* **Record excerpts**:
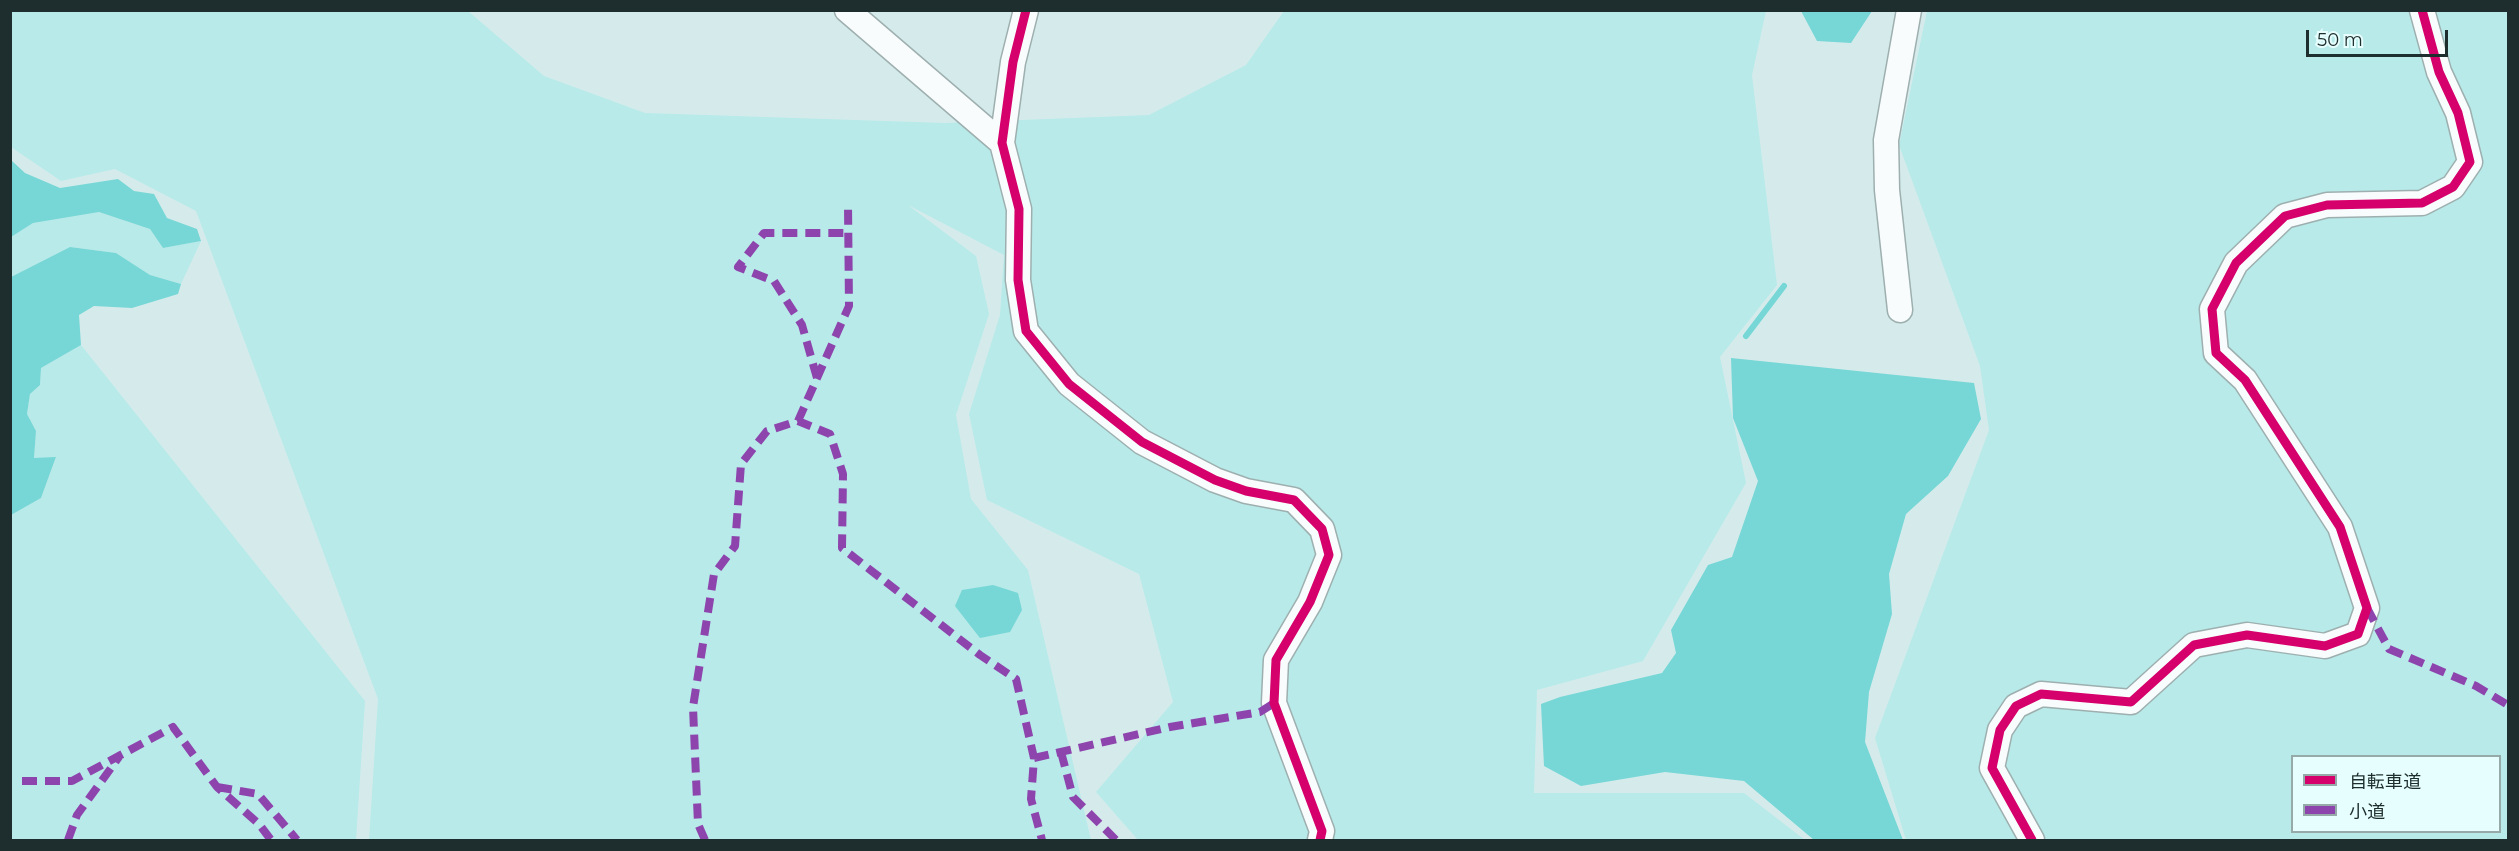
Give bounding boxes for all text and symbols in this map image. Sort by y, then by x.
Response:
scale bar [2309,18,2452,56]
text: 50 m [2317,29,2363,51]
legend [2291,755,2501,833]
text: 自転車道 [2349,771,2421,793]
text: 小道 [2349,801,2385,823]

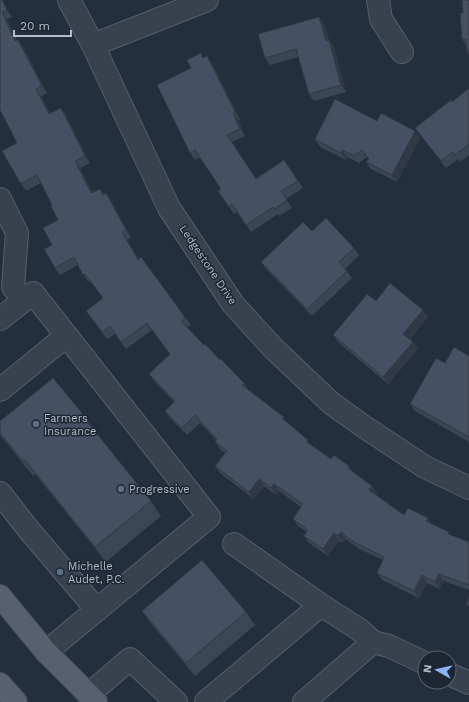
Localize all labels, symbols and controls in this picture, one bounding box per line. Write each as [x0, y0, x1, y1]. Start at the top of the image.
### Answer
scale bar [14, 12, 71, 38]
text: 20 m [20, 19, 50, 33]
street label: Ledgestone Drive [177, 223, 239, 307]
place label: Farmers Insurance [44, 412, 96, 438]
marker: Farmers Insurance [31, 419, 41, 429]
place label: Progressive [129, 483, 190, 496]
marker: Progressive [116, 484, 126, 494]
place label: Michelle Audet, P.C. [68, 560, 125, 586]
marker: Michelle Audet, P.C. [55, 567, 65, 577]
north arrow [417, 650, 457, 690]
text: N [421, 664, 435, 674]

* **Action item**:
An exact printout of the entries is wanted, covering the first line through the line holding "Localize all labels, symbols", with pictures kept out of it.

* **Answer for this exercise**:
Give bounding boxes for all text and symbols in this map image. Sort by y, then by x.
Response:
scale bar [2309,18,2452,56]
text: 50 m [2317,29,2363,51]
legend [2291,755,2501,833]
text: 自転車道 [2349,771,2421,793]
text: 小道 [2349,801,2385,823]

Localize all labels, symbols and controls in this picture, one bounding box per line. Write each as [x0, y0, x1, y1]. Start at the top of the image.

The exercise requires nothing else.